Millicent Schepman also sees the reverse: “At the beginning of the month, when there is some money, they go to McDonald’s and buy a Staatslot. Not all, of course. But what do you know about people with full-time financial crap: You can only make short-term decisions due to stress.

The rules for Extraordinary are clear: Clients can get a bag for 52 weeks, after which they must get things back on track and make room for people on the waiting list. The help is temporary. In principle. Because when you hear how long it took to get here – 15 months, a year and a half – you also know: Poverty is rarely temporary.

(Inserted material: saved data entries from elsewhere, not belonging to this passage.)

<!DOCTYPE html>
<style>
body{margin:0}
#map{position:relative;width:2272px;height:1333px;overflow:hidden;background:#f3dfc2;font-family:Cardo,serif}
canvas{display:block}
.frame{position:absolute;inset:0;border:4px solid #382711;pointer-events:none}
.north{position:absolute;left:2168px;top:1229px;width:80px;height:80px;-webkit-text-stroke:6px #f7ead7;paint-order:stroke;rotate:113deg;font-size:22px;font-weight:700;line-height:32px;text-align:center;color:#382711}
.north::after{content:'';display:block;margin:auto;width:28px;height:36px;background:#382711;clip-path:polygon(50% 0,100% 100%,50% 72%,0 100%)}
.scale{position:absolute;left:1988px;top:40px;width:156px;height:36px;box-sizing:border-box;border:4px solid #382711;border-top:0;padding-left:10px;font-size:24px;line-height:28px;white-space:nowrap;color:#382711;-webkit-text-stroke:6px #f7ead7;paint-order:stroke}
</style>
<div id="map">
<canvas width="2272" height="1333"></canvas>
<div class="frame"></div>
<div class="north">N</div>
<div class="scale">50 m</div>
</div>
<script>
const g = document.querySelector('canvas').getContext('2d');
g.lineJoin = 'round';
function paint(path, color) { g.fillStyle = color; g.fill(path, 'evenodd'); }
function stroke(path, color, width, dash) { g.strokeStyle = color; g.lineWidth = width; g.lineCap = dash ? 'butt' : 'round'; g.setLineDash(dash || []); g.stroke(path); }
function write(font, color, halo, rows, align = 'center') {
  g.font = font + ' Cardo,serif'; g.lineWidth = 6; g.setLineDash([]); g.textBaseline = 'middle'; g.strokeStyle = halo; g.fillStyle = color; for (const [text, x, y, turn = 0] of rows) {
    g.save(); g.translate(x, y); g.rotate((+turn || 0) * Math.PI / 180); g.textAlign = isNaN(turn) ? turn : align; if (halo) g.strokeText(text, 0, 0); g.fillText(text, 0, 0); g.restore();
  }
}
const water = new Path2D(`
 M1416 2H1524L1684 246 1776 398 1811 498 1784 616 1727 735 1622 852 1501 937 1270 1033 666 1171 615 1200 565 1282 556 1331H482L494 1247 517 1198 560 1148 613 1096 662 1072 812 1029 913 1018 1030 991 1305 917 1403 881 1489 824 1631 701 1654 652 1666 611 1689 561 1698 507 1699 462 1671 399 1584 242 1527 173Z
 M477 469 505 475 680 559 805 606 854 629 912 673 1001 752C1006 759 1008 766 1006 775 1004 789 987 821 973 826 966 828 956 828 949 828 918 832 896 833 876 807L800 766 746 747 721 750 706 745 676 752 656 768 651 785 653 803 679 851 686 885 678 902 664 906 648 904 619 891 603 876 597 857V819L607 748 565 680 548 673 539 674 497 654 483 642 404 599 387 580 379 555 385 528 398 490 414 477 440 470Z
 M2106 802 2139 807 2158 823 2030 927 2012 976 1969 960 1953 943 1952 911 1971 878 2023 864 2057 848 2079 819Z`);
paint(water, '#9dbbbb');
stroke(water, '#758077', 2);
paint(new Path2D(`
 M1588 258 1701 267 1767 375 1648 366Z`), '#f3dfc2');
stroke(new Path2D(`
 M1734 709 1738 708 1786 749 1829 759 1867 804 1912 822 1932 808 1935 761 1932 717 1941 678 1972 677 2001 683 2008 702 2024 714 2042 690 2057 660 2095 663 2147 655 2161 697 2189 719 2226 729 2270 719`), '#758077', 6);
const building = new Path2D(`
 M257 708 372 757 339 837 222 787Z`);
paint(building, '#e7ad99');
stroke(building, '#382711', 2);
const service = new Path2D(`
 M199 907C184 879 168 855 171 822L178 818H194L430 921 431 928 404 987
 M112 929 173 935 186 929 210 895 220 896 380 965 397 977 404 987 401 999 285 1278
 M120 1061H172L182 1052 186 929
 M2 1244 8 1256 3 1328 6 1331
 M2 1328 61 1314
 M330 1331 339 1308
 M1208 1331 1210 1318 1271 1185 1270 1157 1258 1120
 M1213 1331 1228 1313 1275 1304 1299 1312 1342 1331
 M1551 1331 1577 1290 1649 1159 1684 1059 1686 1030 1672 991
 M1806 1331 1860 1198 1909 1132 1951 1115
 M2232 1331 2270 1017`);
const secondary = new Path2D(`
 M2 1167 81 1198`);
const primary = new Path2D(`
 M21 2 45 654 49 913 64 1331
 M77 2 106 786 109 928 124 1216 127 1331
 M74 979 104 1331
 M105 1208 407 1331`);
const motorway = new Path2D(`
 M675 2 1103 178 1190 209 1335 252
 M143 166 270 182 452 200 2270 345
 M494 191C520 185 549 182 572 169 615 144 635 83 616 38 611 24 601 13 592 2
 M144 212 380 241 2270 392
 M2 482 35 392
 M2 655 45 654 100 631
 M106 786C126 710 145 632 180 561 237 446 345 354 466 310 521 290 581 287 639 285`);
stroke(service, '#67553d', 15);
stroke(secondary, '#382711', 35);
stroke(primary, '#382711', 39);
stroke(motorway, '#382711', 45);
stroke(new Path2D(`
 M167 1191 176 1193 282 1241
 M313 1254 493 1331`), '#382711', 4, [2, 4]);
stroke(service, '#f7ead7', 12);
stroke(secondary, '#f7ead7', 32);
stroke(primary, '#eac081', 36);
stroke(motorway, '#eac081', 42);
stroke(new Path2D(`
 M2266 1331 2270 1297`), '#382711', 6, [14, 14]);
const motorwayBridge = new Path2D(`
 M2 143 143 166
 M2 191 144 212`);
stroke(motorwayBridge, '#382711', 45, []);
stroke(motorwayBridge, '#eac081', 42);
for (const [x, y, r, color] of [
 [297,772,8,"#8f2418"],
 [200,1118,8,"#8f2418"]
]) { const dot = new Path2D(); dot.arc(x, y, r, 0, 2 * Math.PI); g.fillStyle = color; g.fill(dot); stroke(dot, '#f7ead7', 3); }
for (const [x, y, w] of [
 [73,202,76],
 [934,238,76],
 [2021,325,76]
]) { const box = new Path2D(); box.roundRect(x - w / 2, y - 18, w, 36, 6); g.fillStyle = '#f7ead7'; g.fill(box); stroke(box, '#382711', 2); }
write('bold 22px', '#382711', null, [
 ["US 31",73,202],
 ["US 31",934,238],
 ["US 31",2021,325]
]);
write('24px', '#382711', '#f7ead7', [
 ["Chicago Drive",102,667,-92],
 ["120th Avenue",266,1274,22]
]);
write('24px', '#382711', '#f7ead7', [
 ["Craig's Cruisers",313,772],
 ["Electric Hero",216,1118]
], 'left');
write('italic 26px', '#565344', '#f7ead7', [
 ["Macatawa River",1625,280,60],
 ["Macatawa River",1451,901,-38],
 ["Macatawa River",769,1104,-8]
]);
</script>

And it is not something that has come to light recently, due to inflation and rising energy prices. During the first corona lockdown, Schepman also experienced an increase in the number of registrations. “Recently it was in the news that children in Rotterdam go to school hungry. It happens here too. I’m quite surprised that I don’t get more entries.”

She cares about the children, says Schepman, who sees many families with three, four or five children. Her point: If they don’t eat right, they won’t be able to concentrate, they’ll be left behind in school, and they’ll never get out of their parents’ trouble. Investing in healthy food saves society as a whole money. Schepman has told her story so often that she sometimes uses safe words: “Poverty. Hereditary. Stop.”

It also has advantages that some residents of Almere have been coming to Buitengewoon for a bag of food for so long. They get to know each other, bring a bag for each other if someone can’t come, or work as a volunteer. The line between helping and being helped, between giving and taking, is becoming thinner.

At the second number point, in Almere Haven, José comes in for a bag at the last minute. This morning she had to visit her husband in the hospital, but sometimes she also helps as a volunteer at Buitengewoon. And then she is in another group that collects personal care products. “If you see it; people who smell like vinegar because they don’t have shampoo to wash their hair with, who use old newspapers instead of toilet paper.”

Also read: It will all be too expensive for the residents of the L-apartment.

Noodles with chicken legs

“Can I have your attention for a moment? This meal is made from extra leftovers so it won’t be at the expense of your bags.” Millicent Schepman welcomes a group of about twenty people at Volkskantine, a small restaurant in Almere Centrum, opposite the fast food chain KFC. After handing over the bags, this afternoon she drove a van full of food to ‘Aunt Mildrid’, a Surinamese former nurse (75). Mildrid Rack is used to cooking for large groups. She raised eleven foster children and still regularly cooks meals for two hundred children in a nursery. Today she makes saoto soup and noodles with chicken legs and vegetables.

This Thursday, Schepman is organizing a ‘dining table’ here for the third time after the lockdowns. There are a few people who have already picked up a bag this morning. In addition to his friends, Ali Barke has brought his tanbur, a kind of guitar. But Schepman’s children are also there, two people from sponsor Rabobank and a few random passers-by. Guests pay 6 euros for two or three courses, or more if they think it’s worth it. But sometimes less if Schepman knows that 6 euros is already too much.

Constant Schoers (47) and Rob van Garderen (56) sit wide against the wall, with a view of the entire company. How did they get here? The long story: debt, disability and something with the correctional institution. The short story: with the scooter. “Not in a procession, but side by side, so that no one could pass.” Schoer laughs.

Through the administrator who has taken over his finances, he gets 60 euros a week. He has to do all that. “But now with the energy prices, I’m happy because I can’t see those bills. I know what I have and that gives me peace of mind.”

He also feels that he gets fewer groceries for the same money. And acquaintances who held the performance for a long time, he now also meets at Lidl. “Everybody’s getting hit now.” Beside him, the neighbor suggests that ‘they’ should close the borders first. Schoers understands, he says, that people want to go to a country where it is better. He would too. When Ali Barke starts playing again, he says: “You close your eyes and you’re on holiday.” Meanwhile, Van Garderen eats his noodles with gusto. “Just ask how she makes it sour.”